Extracts from an address by Professor Moshe Kaveh
President of Bar-Ilan University
 
As delivered in Cleveland, Ohio last January

My speciality as a physicist is the study of stable and unstable systems. And I am constantly asking myself: Is Israel a stable state? Are the Jewish people a stable system? Will Judaism and Jewish identity be preserved over generations?

To answer those questions, first we need to acknowledge the dangerous gaps between Jews, because reducing these gaps is the way to unity. I think this is the need of the hour, this urgent search for unity.

More and more Israeli columnists, politicians and ordinary people on the street denounce all the Orthodox as medieval or uncultured, to treat everyone who wears a kippa as some kind of dark and evil force.

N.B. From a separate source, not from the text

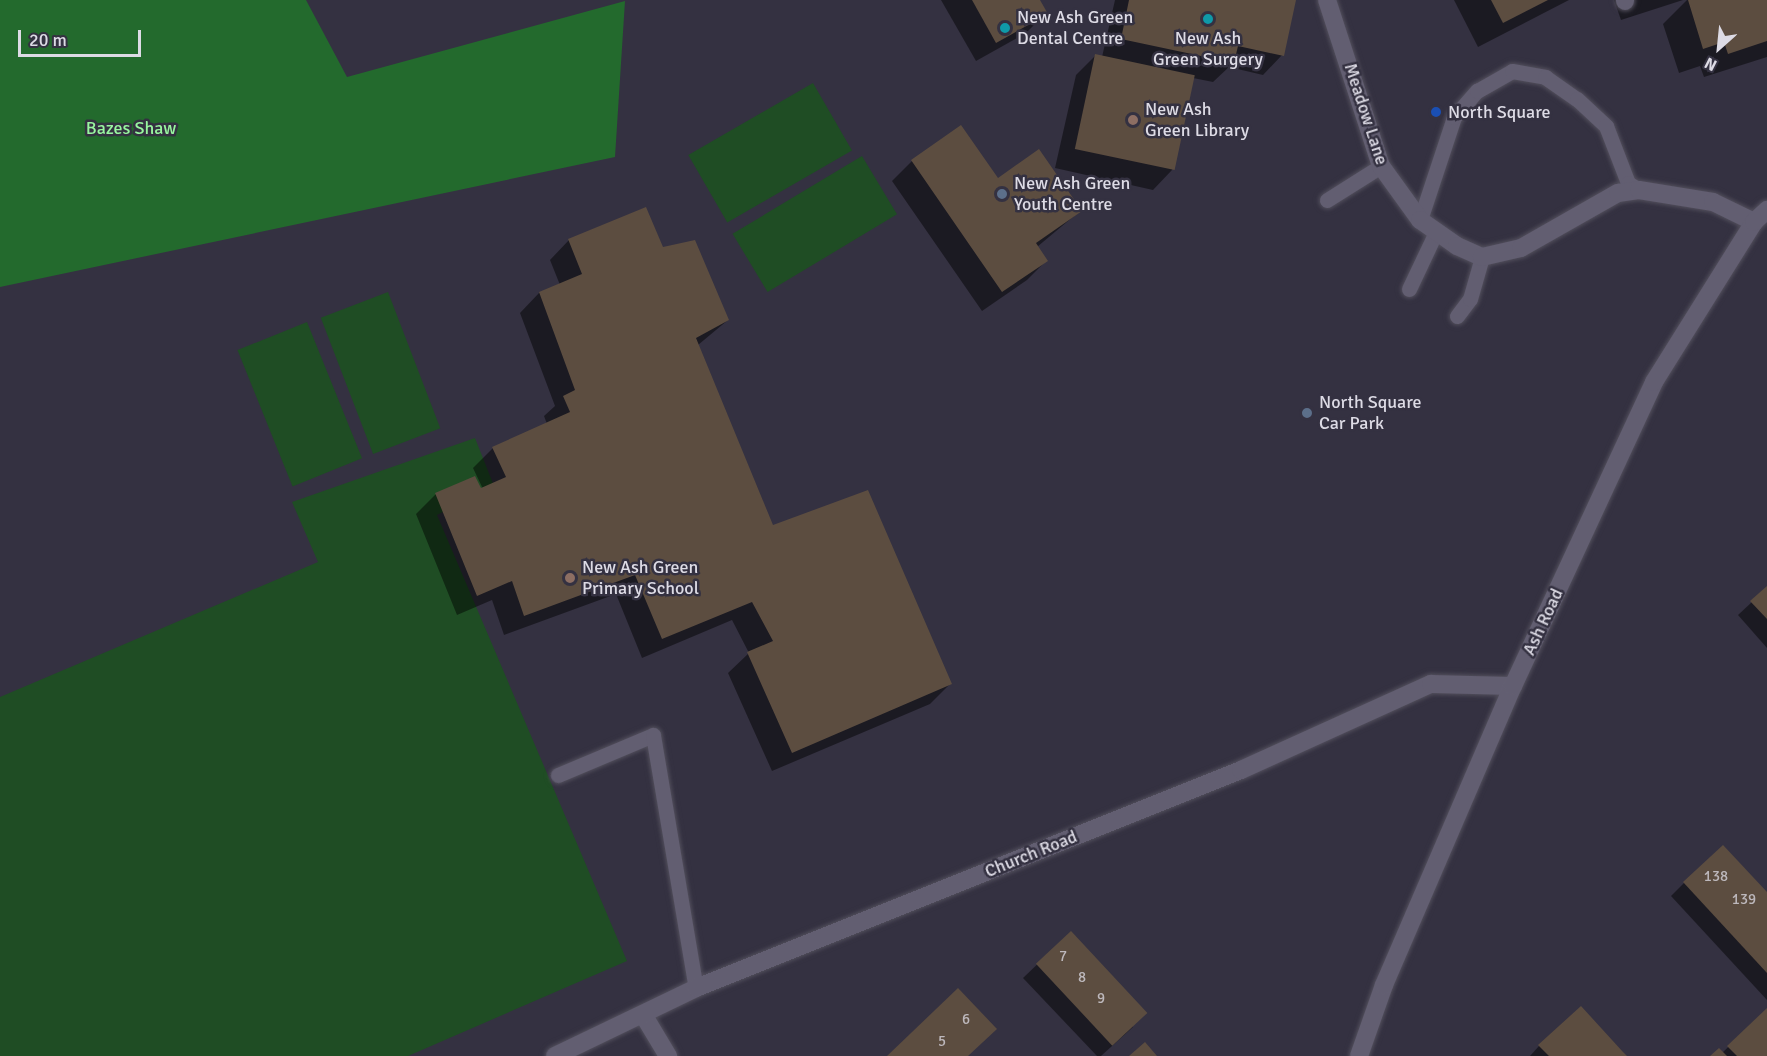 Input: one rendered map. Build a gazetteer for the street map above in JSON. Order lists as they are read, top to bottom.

Lately the behaviour of the Supreme Court of Israel is troubling to many religious Jews, who feel it shouldn't be ruling on religious issues like conversion and matters of Jewish identity. I myself believe that our activist Supreme Court is moving into corners where it shouldn't go. How do we close the dangerous, growing gaps that separate Jews from Jews, especially religious Jews and the non-religious? And how do we build a state that is both Jewish and democratic? We need concrete ideas and concrete action.

Right now, in Israel, there is a battle between the extremists of both the religious and secular camps. The majority of people - who are moderates - unfortunately are getting swept into the fray.

One source of the problem is that there are too many rabbis who believe that halacha is everything in life, that halacha is all encompassing. If so, there is a problem with the notion of a democratic state.

On the other hand, the judges in our Supreme Court and many of our politicians and intellectual leaders believe that civic law and democratic norms are everything that you need in a country.

In physics, we know that you cannot have two bodies occupying the same space simultaneously. And that is the nature of this conflict. We have two systems of law and authority in Israel and each imperialistically believes that its laws and norms must supercede all others.

According to Isaac Luria, the 16th century Kabbalist, when G-d created the universe he had to withdraw, make tzimtzum, from some parts.

We Israelis - and other Jews also - could use a little tzimtzum right now. If everyone reduced and contracted their ambitions a bit, if everyone withdrew a step or two, if each side stopped trying to impose its view of the world on our complex society, then we might be able to avoid the explosion of raw hatred that threatens us now.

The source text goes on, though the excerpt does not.